*Activity*. The entries below are to be copied exactly, with nothing left out.

Entries taken from a collection:
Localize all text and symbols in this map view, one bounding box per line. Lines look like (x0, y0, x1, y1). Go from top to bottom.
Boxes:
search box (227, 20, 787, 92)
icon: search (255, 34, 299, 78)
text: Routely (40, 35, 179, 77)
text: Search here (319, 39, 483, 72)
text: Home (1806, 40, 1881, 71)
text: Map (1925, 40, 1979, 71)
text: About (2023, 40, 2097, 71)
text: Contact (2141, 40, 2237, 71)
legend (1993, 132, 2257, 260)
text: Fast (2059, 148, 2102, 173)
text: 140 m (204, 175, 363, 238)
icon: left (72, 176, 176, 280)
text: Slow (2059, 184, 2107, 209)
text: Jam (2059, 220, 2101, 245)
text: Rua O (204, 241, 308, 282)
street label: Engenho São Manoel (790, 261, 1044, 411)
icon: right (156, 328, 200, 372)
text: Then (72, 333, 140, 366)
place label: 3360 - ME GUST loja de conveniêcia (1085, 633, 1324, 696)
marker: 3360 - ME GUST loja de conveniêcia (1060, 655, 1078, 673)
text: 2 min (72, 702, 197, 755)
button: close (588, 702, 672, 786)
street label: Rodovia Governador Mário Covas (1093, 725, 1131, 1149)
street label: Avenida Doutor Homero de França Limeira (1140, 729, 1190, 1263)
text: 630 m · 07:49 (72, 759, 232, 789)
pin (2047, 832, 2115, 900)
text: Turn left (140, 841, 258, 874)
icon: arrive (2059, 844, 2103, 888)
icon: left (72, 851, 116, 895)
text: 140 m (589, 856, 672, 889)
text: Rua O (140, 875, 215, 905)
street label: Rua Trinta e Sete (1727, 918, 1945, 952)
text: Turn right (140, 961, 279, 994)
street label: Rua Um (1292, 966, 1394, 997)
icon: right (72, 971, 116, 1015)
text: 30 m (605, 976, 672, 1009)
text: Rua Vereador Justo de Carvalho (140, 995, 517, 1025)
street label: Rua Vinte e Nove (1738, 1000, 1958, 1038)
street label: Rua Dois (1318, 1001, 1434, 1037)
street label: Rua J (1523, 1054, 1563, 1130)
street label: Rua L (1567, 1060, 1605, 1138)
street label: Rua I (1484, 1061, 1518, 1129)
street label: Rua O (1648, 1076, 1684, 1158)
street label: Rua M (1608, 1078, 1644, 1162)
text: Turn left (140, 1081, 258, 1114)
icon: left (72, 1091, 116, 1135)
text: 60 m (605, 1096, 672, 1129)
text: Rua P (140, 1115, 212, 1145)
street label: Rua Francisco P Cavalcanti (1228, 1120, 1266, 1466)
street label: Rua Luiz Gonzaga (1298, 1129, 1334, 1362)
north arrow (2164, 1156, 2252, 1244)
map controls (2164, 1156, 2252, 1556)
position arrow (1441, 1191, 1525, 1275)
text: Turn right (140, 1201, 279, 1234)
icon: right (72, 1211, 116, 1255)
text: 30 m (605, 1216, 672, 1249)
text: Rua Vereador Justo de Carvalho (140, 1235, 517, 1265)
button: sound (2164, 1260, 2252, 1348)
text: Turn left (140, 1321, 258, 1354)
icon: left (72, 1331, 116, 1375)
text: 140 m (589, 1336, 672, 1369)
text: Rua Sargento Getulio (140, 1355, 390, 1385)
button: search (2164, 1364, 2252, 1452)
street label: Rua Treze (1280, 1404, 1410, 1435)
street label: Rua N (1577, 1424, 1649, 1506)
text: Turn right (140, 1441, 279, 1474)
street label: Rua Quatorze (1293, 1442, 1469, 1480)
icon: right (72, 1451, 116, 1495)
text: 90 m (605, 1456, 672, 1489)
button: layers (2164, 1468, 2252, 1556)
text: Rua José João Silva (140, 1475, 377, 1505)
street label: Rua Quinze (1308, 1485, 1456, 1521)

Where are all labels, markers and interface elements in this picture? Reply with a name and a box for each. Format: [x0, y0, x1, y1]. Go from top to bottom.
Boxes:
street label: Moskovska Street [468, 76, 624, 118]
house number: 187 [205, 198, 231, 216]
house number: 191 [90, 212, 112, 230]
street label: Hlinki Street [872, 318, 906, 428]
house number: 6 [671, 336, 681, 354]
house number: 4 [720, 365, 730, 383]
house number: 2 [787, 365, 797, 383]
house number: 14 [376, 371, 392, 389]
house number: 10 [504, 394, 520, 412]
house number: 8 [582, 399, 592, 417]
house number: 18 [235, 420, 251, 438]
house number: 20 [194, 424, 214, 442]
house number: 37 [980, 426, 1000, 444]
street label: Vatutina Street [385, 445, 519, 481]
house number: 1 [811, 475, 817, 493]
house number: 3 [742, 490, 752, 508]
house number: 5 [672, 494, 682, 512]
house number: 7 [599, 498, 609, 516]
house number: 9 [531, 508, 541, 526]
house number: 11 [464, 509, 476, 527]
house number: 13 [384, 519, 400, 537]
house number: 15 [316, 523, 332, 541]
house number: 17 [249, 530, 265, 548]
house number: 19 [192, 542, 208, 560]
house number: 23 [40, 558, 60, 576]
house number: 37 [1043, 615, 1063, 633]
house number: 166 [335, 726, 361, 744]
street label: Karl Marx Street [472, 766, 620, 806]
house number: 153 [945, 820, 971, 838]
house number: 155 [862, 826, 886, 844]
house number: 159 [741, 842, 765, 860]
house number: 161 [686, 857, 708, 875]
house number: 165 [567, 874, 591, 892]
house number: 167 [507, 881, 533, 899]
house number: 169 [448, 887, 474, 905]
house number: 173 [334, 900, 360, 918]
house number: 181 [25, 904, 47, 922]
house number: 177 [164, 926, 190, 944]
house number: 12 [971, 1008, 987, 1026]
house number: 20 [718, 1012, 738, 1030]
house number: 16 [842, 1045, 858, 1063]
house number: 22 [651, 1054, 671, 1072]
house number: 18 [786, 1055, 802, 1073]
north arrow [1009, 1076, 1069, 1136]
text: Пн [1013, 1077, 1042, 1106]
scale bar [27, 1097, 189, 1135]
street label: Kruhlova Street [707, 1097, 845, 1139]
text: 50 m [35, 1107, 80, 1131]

*Exercise result*.
Localize all text and symbols in this map view, one bounding box per line. Lines look like (x0, y0, x1, y1). Go from top to bottom.
Boxes:
search box (227, 20, 787, 92)
icon: search (255, 34, 299, 78)
text: Routely (40, 35, 179, 77)
text: Search here (319, 39, 483, 72)
text: Home (1806, 40, 1881, 71)
text: Map (1925, 40, 1979, 71)
text: About (2023, 40, 2097, 71)
text: Contact (2141, 40, 2237, 71)
legend (1993, 132, 2257, 260)
text: Fast (2059, 148, 2102, 173)
text: 140 m (204, 175, 363, 238)
icon: left (72, 176, 176, 280)
text: Slow (2059, 184, 2107, 209)
text: Jam (2059, 220, 2101, 245)
text: Rua O (204, 241, 308, 282)
street label: Engenho São Manoel (790, 261, 1044, 411)
icon: right (156, 328, 200, 372)
text: Then (72, 333, 140, 366)
place label: 3360 - ME GUST loja de conveniêcia (1085, 633, 1324, 696)
marker: 3360 - ME GUST loja de conveniêcia (1060, 655, 1078, 673)
text: 2 min (72, 702, 197, 755)
button: close (588, 702, 672, 786)
street label: Rodovia Governador Mário Covas (1093, 725, 1131, 1149)
street label: Avenida Doutor Homero de França Limeira (1140, 729, 1190, 1263)
text: 630 m · 07:49 (72, 759, 232, 789)
pin (2047, 832, 2115, 900)
text: Turn left (140, 841, 258, 874)
icon: arrive (2059, 844, 2103, 888)
icon: left (72, 851, 116, 895)
text: 140 m (589, 856, 672, 889)
text: Rua O (140, 875, 215, 905)
street label: Rua Trinta e Sete (1727, 918, 1945, 952)
text: Turn right (140, 961, 279, 994)
street label: Rua Um (1292, 966, 1394, 997)
icon: right (72, 971, 116, 1015)
text: 30 m (605, 976, 672, 1009)
text: Rua Vereador Justo de Carvalho (140, 995, 517, 1025)
street label: Rua Vinte e Nove (1738, 1000, 1958, 1038)
street label: Rua Dois (1318, 1001, 1434, 1037)
street label: Rua J (1523, 1054, 1563, 1130)
street label: Rua L (1567, 1060, 1605, 1138)
street label: Rua I (1484, 1061, 1518, 1129)
street label: Rua O (1648, 1076, 1684, 1158)
street label: Rua M (1608, 1078, 1644, 1162)
text: Turn left (140, 1081, 258, 1114)
icon: left (72, 1091, 116, 1135)
text: 60 m (605, 1096, 672, 1129)
text: Rua P (140, 1115, 212, 1145)
street label: Rua Francisco P Cavalcanti (1228, 1120, 1266, 1466)
street label: Rua Luiz Gonzaga (1298, 1129, 1334, 1362)
north arrow (2164, 1156, 2252, 1244)
map controls (2164, 1156, 2252, 1556)
position arrow (1441, 1191, 1525, 1275)
text: Turn right (140, 1201, 279, 1234)
icon: right (72, 1211, 116, 1255)
text: 30 m (605, 1216, 672, 1249)
text: Rua Vereador Justo de Carvalho (140, 1235, 517, 1265)
button: sound (2164, 1260, 2252, 1348)
text: Turn left (140, 1321, 258, 1354)
icon: left (72, 1331, 116, 1375)
text: 140 m (589, 1336, 672, 1369)
text: Rua Sargento Getulio (140, 1355, 390, 1385)
button: search (2164, 1364, 2252, 1452)
street label: Rua Treze (1280, 1404, 1410, 1435)
street label: Rua N (1577, 1424, 1649, 1506)
text: Turn right (140, 1441, 279, 1474)
street label: Rua Quatorze (1293, 1442, 1469, 1480)
icon: right (72, 1451, 116, 1495)
text: 90 m (605, 1456, 672, 1489)
button: layers (2164, 1468, 2252, 1556)
text: Rua José João Silva (140, 1475, 377, 1505)
street label: Rua Quinze (1308, 1485, 1456, 1521)

Where are all labels, markers and interface elements in this picture? Reply with a name and a box for each. Format: [x0, y0, x1, y1]. Go from top to bottom.
Boxes:
street label: Moskovska Street [468, 76, 624, 118]
house number: 187 [205, 198, 231, 216]
house number: 191 [90, 212, 112, 230]
street label: Hlinki Street [872, 318, 906, 428]
house number: 6 [671, 336, 681, 354]
house number: 4 [720, 365, 730, 383]
house number: 2 [787, 365, 797, 383]
house number: 14 [376, 371, 392, 389]
house number: 10 [504, 394, 520, 412]
house number: 8 [582, 399, 592, 417]
house number: 18 [235, 420, 251, 438]
house number: 20 [194, 424, 214, 442]
house number: 37 [980, 426, 1000, 444]
street label: Vatutina Street [385, 445, 519, 481]
house number: 1 [811, 475, 817, 493]
house number: 3 [742, 490, 752, 508]
house number: 5 [672, 494, 682, 512]
house number: 7 [599, 498, 609, 516]
house number: 9 [531, 508, 541, 526]
house number: 11 [464, 509, 476, 527]
house number: 13 [384, 519, 400, 537]
house number: 15 [316, 523, 332, 541]
house number: 17 [249, 530, 265, 548]
house number: 19 [192, 542, 208, 560]
house number: 23 [40, 558, 60, 576]
house number: 37 [1043, 615, 1063, 633]
house number: 166 [335, 726, 361, 744]
street label: Karl Marx Street [472, 766, 620, 806]
house number: 153 [945, 820, 971, 838]
house number: 155 [862, 826, 886, 844]
house number: 159 [741, 842, 765, 860]
house number: 161 [686, 857, 708, 875]
house number: 165 [567, 874, 591, 892]
house number: 167 [507, 881, 533, 899]
house number: 169 [448, 887, 474, 905]
house number: 173 [334, 900, 360, 918]
house number: 181 [25, 904, 47, 922]
house number: 177 [164, 926, 190, 944]
house number: 12 [971, 1008, 987, 1026]
house number: 20 [718, 1012, 738, 1030]
house number: 16 [842, 1045, 858, 1063]
house number: 22 [651, 1054, 671, 1072]
house number: 18 [786, 1055, 802, 1073]
north arrow [1009, 1076, 1069, 1136]
text: Пн [1013, 1077, 1042, 1106]
scale bar [27, 1097, 189, 1135]
street label: Kruhlova Street [707, 1097, 845, 1139]
text: 50 m [35, 1107, 80, 1131]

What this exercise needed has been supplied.